I constantly marvel how people raised in Western culture misunderstand Buddhism. Particularly Zen. I've been noticing this a lot lately. There was a recent documentary on public television; there have been some writerly friends posting about Zen, and their doubts about it; and more. Not too long ago I got into it with a very smart man who is a philosopher and former Anglican priestly type, who I think made some of the usual mistakes Westerners make about Zen.

Misconceptions abound. Particularly, it seems to me, that verbal-dominant persons such as many writers (and philosophers) are prone to misunderstanding Buddhism. First of all, they tend to treat it as a mental problem/solution, like they treat psychology a mental problem to be solved, ignoring that it's much more than that, which psychology is also. It's not all mental, and it's certainly not all rational. The emotions must be taken in account, or the equations will never balance.

The Medieval belief was that the body is in the soul; the modern belief is that the soul is in the body (I've even read articles that try to locate it in particular regions of the brain, say, the pineal gland). The Medieval belief is more elegant and attractive in some ways, since it reminds us that the mind, and the self we know about, the personality-ego, are just parts in a larger system.

A lot of this discussion comes up when people see their spiritual leaders fail in some way. Fail to live up to the standards expected of them. Fail to be perfect. A lot of these expectations are tacit, discovered only in the act of transgression.

But the true issue is disillusionment, based on false expectations. We put people on pedestals. We especially put our spiritual directors and psychologists on pedestals. It's called transference; it's a form of projection well known to psychologists, especially Jungians; Jung wrote a whole book about it.

Thus when spiritual leaders screw up, we condemn them far more strongly than they deserve to be condemned, simply because they didn't live up to our expectations. After all, in reality they're just as human as we are, just as weak, just as fallible. Perhaps they've learned some spiritual and psychological truths we haven't yet, which is why they're further down that road towards enlightenment than we are; but they're still human.

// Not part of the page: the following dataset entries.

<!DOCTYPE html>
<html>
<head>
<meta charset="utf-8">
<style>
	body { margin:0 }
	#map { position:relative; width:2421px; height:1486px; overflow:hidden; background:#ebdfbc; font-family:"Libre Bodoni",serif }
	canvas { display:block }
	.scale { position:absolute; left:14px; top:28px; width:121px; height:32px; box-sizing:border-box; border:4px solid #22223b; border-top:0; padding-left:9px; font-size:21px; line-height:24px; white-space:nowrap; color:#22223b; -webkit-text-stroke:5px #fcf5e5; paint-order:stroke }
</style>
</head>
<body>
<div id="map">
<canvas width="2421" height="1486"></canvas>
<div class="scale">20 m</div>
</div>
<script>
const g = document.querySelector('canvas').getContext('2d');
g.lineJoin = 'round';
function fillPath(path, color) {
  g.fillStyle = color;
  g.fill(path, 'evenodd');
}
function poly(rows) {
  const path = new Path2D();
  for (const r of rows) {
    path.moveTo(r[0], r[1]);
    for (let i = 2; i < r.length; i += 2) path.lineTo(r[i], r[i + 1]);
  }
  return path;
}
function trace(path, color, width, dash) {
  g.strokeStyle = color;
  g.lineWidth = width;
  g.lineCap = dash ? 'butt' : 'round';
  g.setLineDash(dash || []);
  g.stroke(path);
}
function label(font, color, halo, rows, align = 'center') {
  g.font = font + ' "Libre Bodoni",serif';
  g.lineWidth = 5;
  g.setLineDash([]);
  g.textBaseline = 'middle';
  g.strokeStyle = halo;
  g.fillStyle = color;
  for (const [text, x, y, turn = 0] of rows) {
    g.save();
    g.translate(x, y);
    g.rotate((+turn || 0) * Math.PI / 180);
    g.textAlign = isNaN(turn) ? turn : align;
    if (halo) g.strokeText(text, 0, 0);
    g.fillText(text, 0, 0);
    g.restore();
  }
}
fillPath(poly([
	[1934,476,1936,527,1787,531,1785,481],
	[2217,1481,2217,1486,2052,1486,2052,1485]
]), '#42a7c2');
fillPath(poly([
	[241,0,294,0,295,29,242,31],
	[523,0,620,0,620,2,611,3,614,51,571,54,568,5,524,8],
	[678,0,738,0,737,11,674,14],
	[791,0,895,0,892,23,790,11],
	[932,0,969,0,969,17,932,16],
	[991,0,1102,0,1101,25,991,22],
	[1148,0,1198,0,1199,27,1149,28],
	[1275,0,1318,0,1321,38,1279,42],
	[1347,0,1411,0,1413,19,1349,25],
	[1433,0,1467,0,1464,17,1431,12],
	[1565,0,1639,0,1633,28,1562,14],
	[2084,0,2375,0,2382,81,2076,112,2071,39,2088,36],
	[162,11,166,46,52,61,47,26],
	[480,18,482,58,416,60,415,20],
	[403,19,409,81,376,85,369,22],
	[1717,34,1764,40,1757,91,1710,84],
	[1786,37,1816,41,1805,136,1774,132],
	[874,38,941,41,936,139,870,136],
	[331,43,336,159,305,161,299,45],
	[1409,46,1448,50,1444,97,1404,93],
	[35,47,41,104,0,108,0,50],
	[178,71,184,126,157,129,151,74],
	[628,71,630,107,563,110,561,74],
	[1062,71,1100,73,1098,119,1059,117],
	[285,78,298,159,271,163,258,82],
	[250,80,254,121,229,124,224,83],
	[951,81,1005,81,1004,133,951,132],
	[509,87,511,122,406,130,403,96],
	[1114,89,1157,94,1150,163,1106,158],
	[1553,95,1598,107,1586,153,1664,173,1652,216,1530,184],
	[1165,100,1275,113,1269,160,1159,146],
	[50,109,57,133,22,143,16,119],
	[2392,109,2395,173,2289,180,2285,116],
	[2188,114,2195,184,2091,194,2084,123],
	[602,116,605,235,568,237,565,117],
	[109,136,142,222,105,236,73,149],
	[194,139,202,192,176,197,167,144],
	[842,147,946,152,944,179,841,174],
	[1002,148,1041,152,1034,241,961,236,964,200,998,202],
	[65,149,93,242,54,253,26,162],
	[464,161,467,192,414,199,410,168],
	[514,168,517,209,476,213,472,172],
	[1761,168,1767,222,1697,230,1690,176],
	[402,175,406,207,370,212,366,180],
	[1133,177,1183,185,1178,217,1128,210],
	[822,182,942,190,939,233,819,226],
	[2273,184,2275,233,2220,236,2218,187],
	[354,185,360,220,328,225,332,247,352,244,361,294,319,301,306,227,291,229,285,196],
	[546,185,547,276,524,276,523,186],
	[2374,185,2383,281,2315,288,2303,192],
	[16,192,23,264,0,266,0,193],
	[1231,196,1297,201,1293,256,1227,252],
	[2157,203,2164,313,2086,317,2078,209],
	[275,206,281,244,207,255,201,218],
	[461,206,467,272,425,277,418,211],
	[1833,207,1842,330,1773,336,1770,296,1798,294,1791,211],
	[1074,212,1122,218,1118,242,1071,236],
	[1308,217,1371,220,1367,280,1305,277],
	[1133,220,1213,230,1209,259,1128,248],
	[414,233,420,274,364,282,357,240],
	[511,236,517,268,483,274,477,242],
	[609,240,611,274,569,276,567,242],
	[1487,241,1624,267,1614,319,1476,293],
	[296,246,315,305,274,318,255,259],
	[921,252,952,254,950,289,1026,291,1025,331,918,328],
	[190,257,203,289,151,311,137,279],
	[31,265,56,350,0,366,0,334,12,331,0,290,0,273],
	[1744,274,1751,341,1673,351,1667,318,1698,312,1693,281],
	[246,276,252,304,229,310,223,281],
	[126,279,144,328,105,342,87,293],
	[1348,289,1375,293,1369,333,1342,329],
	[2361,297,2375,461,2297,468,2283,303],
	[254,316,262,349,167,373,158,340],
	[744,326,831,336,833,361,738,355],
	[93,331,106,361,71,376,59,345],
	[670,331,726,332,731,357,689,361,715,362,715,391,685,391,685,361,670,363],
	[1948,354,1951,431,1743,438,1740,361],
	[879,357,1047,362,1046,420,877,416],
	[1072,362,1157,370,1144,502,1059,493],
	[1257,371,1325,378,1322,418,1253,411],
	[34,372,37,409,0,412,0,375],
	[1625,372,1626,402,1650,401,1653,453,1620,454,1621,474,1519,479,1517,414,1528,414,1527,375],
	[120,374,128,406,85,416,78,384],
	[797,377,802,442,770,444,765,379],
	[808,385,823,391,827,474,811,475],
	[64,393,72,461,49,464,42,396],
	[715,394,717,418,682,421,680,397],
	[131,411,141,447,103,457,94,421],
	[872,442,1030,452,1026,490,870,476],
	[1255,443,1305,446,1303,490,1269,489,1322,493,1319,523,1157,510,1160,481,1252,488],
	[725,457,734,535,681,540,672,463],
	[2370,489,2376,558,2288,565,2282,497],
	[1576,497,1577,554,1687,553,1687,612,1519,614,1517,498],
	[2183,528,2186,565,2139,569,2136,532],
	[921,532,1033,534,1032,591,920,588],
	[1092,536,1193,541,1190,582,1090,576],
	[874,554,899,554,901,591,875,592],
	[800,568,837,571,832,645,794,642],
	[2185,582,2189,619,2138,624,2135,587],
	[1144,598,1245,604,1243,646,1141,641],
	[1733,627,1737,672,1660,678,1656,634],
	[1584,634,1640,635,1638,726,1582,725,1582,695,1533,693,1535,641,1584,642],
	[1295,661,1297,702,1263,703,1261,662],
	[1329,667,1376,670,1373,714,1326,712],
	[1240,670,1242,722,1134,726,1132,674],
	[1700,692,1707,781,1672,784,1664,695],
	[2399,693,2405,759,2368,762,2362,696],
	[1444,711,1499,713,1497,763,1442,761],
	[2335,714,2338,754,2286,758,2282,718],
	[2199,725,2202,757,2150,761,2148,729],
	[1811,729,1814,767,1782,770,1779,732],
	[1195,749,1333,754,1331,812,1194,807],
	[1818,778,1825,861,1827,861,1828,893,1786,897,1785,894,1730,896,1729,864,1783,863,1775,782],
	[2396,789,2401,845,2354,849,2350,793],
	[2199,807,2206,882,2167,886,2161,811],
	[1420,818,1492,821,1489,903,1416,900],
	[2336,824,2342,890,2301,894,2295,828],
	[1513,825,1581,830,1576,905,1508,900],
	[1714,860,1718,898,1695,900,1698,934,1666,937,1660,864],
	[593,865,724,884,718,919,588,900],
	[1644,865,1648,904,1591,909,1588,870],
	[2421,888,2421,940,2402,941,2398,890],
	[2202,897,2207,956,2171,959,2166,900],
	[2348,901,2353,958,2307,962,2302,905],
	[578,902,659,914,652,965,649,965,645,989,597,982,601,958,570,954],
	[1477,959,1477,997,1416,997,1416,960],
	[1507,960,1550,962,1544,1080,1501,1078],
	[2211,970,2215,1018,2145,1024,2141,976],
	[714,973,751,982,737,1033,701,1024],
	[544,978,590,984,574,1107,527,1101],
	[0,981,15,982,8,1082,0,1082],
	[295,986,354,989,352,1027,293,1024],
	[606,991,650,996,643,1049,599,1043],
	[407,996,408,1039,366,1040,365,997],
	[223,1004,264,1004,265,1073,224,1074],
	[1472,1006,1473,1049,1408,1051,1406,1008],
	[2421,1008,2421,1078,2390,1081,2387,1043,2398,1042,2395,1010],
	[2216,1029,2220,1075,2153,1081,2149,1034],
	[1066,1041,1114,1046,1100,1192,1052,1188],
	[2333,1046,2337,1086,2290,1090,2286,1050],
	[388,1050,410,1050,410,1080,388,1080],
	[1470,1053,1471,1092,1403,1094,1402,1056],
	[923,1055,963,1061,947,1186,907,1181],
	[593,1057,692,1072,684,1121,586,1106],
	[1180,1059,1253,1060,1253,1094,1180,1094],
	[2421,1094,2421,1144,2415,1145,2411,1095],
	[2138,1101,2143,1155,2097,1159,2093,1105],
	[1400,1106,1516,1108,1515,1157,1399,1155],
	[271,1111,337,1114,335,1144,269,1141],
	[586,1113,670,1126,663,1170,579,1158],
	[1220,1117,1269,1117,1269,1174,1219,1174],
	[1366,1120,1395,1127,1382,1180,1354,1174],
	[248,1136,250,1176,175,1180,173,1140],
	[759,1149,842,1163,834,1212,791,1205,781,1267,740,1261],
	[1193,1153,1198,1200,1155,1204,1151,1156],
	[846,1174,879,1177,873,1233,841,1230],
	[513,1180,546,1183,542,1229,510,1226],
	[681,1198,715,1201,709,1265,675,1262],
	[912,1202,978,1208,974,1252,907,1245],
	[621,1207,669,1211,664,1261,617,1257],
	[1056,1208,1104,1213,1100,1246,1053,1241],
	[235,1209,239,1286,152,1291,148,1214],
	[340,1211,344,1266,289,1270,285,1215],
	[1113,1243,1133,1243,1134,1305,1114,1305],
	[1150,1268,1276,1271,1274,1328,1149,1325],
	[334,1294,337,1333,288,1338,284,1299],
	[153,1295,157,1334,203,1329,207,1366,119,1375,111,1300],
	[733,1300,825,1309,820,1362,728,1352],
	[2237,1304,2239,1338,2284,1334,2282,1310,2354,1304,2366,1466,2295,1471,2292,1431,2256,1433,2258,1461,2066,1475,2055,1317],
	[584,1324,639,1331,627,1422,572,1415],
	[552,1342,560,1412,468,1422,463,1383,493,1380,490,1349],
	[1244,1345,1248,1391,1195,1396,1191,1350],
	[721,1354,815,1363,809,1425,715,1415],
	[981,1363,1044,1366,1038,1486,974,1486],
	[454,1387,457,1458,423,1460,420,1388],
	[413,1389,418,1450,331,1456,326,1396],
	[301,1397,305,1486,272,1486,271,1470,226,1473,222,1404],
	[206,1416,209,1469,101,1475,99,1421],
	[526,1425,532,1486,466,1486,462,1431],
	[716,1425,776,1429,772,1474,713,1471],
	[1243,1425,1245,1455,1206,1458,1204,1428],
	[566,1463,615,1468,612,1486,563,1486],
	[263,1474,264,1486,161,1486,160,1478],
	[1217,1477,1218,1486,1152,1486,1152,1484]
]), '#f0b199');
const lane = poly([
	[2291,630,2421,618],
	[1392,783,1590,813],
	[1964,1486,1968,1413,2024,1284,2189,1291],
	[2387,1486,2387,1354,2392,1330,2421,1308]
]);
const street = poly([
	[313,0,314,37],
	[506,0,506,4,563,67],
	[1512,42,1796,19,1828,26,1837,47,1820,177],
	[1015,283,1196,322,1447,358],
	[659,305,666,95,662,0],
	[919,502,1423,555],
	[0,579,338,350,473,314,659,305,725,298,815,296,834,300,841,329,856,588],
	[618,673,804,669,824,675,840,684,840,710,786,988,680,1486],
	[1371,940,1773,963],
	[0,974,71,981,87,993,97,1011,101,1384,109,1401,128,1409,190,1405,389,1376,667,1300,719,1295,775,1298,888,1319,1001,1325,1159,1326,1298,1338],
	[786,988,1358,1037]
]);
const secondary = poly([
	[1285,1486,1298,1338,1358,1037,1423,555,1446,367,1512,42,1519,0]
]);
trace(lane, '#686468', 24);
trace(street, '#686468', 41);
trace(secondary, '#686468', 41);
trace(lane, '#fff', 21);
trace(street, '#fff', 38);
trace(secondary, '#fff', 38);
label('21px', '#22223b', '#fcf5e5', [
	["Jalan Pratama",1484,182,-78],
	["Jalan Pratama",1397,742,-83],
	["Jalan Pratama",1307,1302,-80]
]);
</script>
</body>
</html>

Even Jesus got mad; even the Dalai Lama has a bad day every so often. It was only our expectations that made them seem perfect.

The expectations of perfect behavior in our spiritual leaders is particularly problematic, because we're demanding forms of behavior we wouldn't reasonably demand anyone else to live up to. Speaking as a recovering perfectionist, I know whereof I speak. Of course, religious institutions can be complicit in building these expectations, by requiring their priests to take on unreasonable vows of inhumanly perfected behavior.

There is a legitimate place in life, I believe for a spirituality of imperfectionism.

And make no mistake, those expectations of perfection are ours. They are a projection—a psychological tendency to project those undeveloped aspects of ourselves onto others, onto the world outside—both positive and negative aspects that we do not wish to see within ourselves. We project our expectations of perfection onto people we place in authority over us. Always forgetting that no one really ever has authority over us.

It's amazing how alive you feel, on that day you suddenly that you're free. That you're already empowered. That you already have the power to make the choices in your own life, and that no one can stop you from doing so. That you were always free.

That stunning realization of your own freedom, that you're already free to be who you are, and no one has any power over you that you didn't give away to them—that is a small satori, a small enlightenment experience, a first step on the path towards eventual realization. Your Zen teacher waits for that day with great patience, and when it happens, is no less pleased than you are.

This is liberation: knowing that you always were free to do anything you wanted to do. That you always had the power to make choices even when you thought you didn't. And that you might still choose to conform to societal expectations: but you do so by choice, and the choice is yours.

Zen practice is all about stripping away those kinds of illusions that projection and transference embody, till we see what's really there, and stop dwelling on what we think is there. Zen practice is about quieting the mind—something many verbal people like writers inherently resist doing. Smart, verbally-oriented, intellctually-oriented people tend to be prone to mind-drama; and meditation, Zen or otherwise) is about quieting the mind. Some writers seem to think quieting their internal verbal dramas will damage their psychological driving forces behind their creativity. But there have always been writers who are also meditators, and for whom the experience of satori has enhanced rather than made useless their creativity. These writers find instead that quieting the mind brings out new depths of creative, rooted experience. Don't take my word for it; many writers who practice Zen meditation have said exactly that.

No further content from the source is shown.